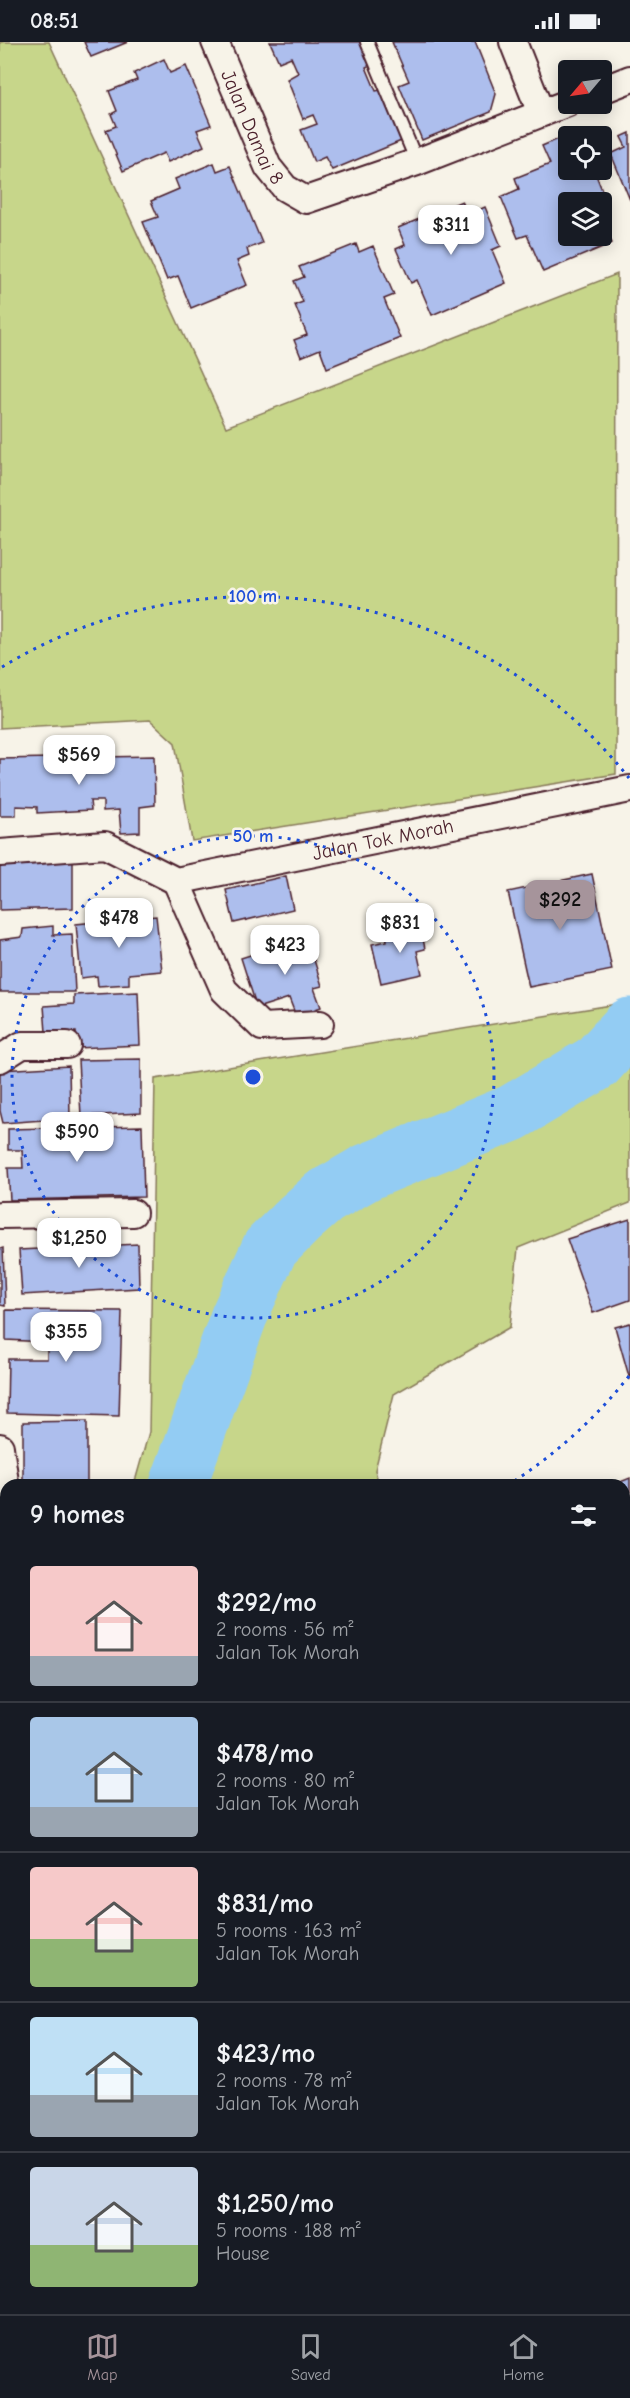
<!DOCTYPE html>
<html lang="en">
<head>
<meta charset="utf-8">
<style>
	body { margin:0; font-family:"Comic Neue",sans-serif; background:#20242c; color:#f1f3f6; height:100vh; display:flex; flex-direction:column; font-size:22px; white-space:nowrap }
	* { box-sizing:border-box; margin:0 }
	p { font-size:20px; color:#9ea1a6 }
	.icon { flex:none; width:33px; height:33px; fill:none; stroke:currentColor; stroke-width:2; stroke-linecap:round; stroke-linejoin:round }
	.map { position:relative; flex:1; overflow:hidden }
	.side { position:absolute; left:0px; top:1437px; width:630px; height:836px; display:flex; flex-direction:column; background:#171b24; border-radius:18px 18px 0 0; box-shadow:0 3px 15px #0003 }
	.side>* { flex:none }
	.needle { width:39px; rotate:241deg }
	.tools { position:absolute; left:558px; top:18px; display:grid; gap:12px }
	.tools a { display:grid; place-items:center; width:54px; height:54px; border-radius:6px; background:#171b24; box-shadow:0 3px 15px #0003; font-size:30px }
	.price { position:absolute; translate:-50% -51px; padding:0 14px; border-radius:12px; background:#fff; color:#222; font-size:20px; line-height:39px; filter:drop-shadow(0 2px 3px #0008) }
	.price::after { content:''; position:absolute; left:50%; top:36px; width:18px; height:14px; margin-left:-9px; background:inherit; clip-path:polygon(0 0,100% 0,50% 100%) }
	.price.active { background:#a6949b; color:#111 }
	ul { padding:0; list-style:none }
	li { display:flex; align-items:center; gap:18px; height:150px; padding:0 30px }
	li+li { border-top:2px solid #363941 }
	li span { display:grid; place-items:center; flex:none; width:168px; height:120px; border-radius:6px; color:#555 }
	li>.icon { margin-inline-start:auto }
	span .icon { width:72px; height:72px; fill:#fffc; stroke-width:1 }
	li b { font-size:26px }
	h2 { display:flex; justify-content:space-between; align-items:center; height:72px; padding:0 30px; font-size:26px }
	.status { display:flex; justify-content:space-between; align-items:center; height:42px; padding:0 30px; background:#171b24; direction:ltr }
	.status svg { height:16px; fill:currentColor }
	.menu { display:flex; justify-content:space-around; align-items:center; height:84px; border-top:2px solid #363941; background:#171b24; font-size:16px; color:#9ea1a6 }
	.menu a { display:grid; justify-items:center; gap:3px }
	.menu .active { color:#a6949b }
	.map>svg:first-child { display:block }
	.green { fill:#c7d68a; stroke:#887a5a; stroke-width:1.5 }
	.water { fill:#93ccf3; stroke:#7687a3; stroke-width:1.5 }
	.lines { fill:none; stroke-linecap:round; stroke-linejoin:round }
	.river { stroke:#93ccf3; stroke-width:57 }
	.building { fill:#adbeed; stroke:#4a1f2b; stroke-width:1.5 }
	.lane-casing { stroke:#4a1f2b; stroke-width:16 }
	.street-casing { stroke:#4a1f2b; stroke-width:30 }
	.lane { stroke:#f7f3e8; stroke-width:12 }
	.street { stroke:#f7f3e8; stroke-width:26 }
	.ring { fill:none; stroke:#1d4ed8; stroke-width:3; stroke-dasharray:3 6 }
	.labels { text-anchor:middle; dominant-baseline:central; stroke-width:5; stroke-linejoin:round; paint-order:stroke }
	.street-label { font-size:20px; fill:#4a1f2b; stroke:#f7f3e8 }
	.centre { fill:#1d4ed8; stroke:#f7f3e8; stroke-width:3 }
	.ring-label { font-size:18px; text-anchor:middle; font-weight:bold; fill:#1d4ed8; stroke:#f7f3e8; stroke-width:5; stroke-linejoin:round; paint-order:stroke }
</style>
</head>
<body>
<div class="status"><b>08:51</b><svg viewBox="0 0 49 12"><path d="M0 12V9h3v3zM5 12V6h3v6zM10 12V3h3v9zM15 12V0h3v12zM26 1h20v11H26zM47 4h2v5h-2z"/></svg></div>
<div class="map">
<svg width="630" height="2272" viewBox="0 0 630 2272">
	<rect width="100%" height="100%" fill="#f7f3e8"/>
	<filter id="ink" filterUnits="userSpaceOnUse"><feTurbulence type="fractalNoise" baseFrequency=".0167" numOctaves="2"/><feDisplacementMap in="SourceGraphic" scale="12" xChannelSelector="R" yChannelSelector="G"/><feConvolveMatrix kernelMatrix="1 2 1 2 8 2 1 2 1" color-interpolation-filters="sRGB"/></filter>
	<g filter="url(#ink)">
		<g class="green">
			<path d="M0 0H49L226 385 617 232 616 732 192 799 175 701 150 678 0 686Z"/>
			<path d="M630 960V1161L518 1206 510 1285 394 1352 375 1428 379 1443H134L149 1390 155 1037Z"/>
			<path d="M6 1848V1946H0V1849Z"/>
		</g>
		<path class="water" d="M18 2267 173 2266 180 2272H0Z"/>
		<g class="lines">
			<g class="river">
				<path d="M178 1443 239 1274 270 1206 299 1177 324 1155 367 1130 512 1071 596 1021 630 984"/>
				<path d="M0 1831 6 1825"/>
			</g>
		</g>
		<g class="building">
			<path d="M84 0H128L91 15Z"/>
			<path d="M270 0H366L374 21 366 25 376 49 386 47 406 97 332 128 325 115 314 120 301 88 317 82 313 73 303 77 287 37 298 31 291 15 279 20Z"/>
			<path d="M392 0H475L496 52 491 70 422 98 399 43 409 39Z"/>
			<path d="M164 17 170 31 186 24 211 83 197 88 204 104 168 120 164 111 123 129 106 88 116 84 111 72 117 69 109 49 137 38 134 31Z"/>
			<path d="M630 91V158L611 112 626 105 621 95Z"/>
			<path d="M563 95 568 107V128H594L608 163 602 166V160H568V194H602V176L612 201 543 230 527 193 518 196 501 155 519 147 515 136 550 122 542 104Z"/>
			<path d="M214 121 217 129 230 124 262 201 247 207 249 214 237 219 247 243 191 266 178 234 167 238 143 180 158 175 151 159 179 147 175 137Z"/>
			<path d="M462 159 468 173 485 165 501 204 492 208 506 241 432 273 417 238 411 241 396 207 405 203 398 186Z"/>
			<path d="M356 202 359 210 373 204 394 253 384 257 400 296 327 326 320 307 301 315 294 298 307 293 295 263 303 260 294 239 304 235 299 225Z"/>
			<path d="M154 714 155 763 140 765V790L121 791 119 768 103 769V759H90L91 768 37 771V765L16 764V774H0V717Z"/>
			<path d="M73 816V866L0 868V821Z"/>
			<path d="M592 832 612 928 529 945 508 850Z"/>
			<path d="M286 834 293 867 234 881 226 848Z"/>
			<path d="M156 874 162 929 129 932V942L98 944 97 934 81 936 76 882Z"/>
			<path d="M420 881 425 907 417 909 422 932 381 941 372 902 387 899 386 890Z"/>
			<path d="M53 884V893L72 892 75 950H0V898L22 895 23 887Z"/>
			<path d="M307 895 322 944 314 946 321 965 296 974 289 956 257 966 241 916Z"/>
			<path d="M138 950 140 1003 77 1006 76 990H46L44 964 74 962V953Z"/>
			<path d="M141 1017V1071L81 1074 78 1018Z"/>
			<path d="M69 1024 70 1076 3 1081 0 1069V1028Z"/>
			<path d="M142 1084 144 1155 10 1158 8 1126H23L22 1108H8V1087Z"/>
			<path d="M630 1177V1258L593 1271 567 1197Z"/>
			<path d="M138 1202 139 1246 22 1253 19 1208Z"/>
			<path d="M3 1206 5 1264 0 1263V1207Z"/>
			<path d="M6 1268 122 1269 119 1374 7 1371 8 1317H47V1300L6 1298Z"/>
			<path d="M630 1281V1338L615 1285Z"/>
			<path d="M87 1379V1443H23V1380Z"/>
			<path d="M630 1436V1538L624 1541V1443H613Z"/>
			<path d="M630 1631V1724L624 1727V1633Z"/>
			<path d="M630 1852V1954L624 1958V1855Z"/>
			<path d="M630 1980V2088L624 2092V1984Z"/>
			<rect x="0" y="2134" width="6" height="41"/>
			<path d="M630 2185V2259L624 2249V2189Z"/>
			<path d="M6 2192V2249L0 2250V2203L4 2202 2 2193Z"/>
			<path d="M263 2266H326L317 2272H266Z"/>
			<path d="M496 2266H572L576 2272H487Z"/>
		</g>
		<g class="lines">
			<g class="lane-casing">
				<g id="lane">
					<path d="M367 0 417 120"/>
					<path d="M623 2266 626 2272"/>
				</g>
			</g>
			<g class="street-casing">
				<g id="street">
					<path id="s1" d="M215 0 268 125 285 146 306 158 417 120 568 61"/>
					<path d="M513 0 541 71"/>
					<path d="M602 48 630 37"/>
					<path id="s2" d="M0 811 105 803 176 839 630 747"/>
					<path d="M176 839 224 948 262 985 320 982"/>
					<path d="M0 1017 22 1003H67"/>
					<path d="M0 1173 133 1171"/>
					<path d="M0 1405 6 1447"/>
					<path d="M0 1522 6 1480"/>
					<path d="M624 1589 630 1587"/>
					<path d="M624 1802 630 1798"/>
					<path d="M624 2145 630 2142"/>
					<path d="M257 2266 260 2272"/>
					<path d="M422 2272 430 2266"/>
				</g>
			</g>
			<use href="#lane" class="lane"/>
			<use href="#street" class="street"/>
		</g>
	</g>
	<g class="ring">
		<circle cx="253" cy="1035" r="241"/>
		<path d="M629 1334A481 481 0 0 1 508 1443M2 625A481 481 0 0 1 629 736"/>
	</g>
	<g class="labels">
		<g class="street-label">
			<text stroke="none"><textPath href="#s1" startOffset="93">Jalan Damai 8</textPath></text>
			<text stroke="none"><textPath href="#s2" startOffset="396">Jalan Tok Morah</textPath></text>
		</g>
	</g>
	<circle cx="253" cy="1035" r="9" class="centre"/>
	<g class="ring-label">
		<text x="253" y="560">100 m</text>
		<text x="253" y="800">50 m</text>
	</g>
</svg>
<div class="tools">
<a><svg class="needle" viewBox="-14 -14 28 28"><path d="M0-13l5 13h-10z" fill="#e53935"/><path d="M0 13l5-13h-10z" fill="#9ea1a6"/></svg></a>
<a><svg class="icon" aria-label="locate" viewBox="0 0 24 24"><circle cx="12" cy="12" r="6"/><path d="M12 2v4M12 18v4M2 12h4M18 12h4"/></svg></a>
<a><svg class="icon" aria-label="layers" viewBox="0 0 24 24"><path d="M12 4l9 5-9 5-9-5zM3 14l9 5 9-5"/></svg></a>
</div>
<b class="price" style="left:451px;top:214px">$311</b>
<b class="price" style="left:79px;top:744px">$569</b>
<b class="price active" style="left:560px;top:889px">$292</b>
<b class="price" style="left:119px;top:907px">$478</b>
<b class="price" style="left:400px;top:912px">$831</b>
<b class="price" style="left:285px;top:934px">$423</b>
<b class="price" style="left:77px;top:1121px">$590</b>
<b class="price" style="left:79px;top:1227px">$1,250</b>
<b class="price" style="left:66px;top:1321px">$355</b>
<section class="side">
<h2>9 homes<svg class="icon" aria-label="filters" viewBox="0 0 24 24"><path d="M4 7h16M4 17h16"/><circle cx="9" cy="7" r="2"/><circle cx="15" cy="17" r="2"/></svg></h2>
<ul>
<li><span style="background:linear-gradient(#f6c9c9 75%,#9aa5b1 0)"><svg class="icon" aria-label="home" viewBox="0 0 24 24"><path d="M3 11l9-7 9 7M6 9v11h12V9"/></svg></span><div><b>$292/mo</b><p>2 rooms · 56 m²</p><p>Jalan Tok Morah</p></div></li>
<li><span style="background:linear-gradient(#a9c7e8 75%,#9aa5b1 0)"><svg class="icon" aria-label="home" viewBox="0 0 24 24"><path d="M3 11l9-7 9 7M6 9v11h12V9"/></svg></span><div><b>$478/mo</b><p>2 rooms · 80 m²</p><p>Jalan Tok Morah</p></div></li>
<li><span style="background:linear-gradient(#f6c9c9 60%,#8fb573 0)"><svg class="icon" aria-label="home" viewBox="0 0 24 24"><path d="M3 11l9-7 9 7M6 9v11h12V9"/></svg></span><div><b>$831/mo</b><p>5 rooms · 163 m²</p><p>Jalan Tok Morah</p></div></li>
<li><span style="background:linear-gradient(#bfe0f5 65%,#9aa5b1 0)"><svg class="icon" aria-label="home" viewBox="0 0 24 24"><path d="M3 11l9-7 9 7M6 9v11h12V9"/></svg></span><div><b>$423/mo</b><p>2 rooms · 78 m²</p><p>Jalan Tok Morah</p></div></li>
<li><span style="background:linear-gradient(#c9d6e8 65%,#8fb573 0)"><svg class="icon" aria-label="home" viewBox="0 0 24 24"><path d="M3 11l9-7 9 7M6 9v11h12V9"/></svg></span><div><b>$1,250/mo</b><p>5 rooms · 188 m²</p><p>House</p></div></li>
</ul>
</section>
</div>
<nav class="menu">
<a class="active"><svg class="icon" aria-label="map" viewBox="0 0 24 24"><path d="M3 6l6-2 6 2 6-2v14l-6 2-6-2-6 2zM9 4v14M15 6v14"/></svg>Map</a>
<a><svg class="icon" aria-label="saved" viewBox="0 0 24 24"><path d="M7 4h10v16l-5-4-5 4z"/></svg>Saved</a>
<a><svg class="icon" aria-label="home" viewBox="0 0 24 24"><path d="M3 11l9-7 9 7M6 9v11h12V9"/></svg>Home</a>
</nav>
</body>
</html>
※ ※ ※
__Problem requirements__. Starting at the line above that holds "display:grid; place-items:center; width:54px;" and ending at the line that holds "width:72px; height:72px; fill:#fffc;", transcribe each line exactly and include no other lines.

__Written solution__.
	.tools a { display:grid; place-items:center; width:54px; height:54px; border-radius:6px; background:#171b24; box-shadow:0 3px 15px #0003; font-size:30px }
	.price { position:absolute; translate:-50% -51px; padding:0 14px; border-radius:12px; background:#fff; color:#222; font-size:20px; line-height:39px; filter:drop-shadow(0 2px 3px #0008) }
	.price::after { content:''; position:absolute; left:50%; top:36px; width:18px; height:14px; margin-left:-9px; background:inherit; clip-path:polygon(0 0,100% 0,50% 100%) }
	.price.active { background:#a6949b; color:#111 }
	ul { padding:0; list-style:none }
	li { display:flex; align-items:center; gap:18px; height:150px; padding:0 30px }
	li+li { border-top:2px solid #363941 }
	li span { display:grid; place-items:center; flex:none; width:168px; height:120px; border-radius:6px; color:#555 }
	li>.icon { margin-inline-start:auto }
	span .icon { width:72px; height:72px; fill:#fffc; stroke-width:1 }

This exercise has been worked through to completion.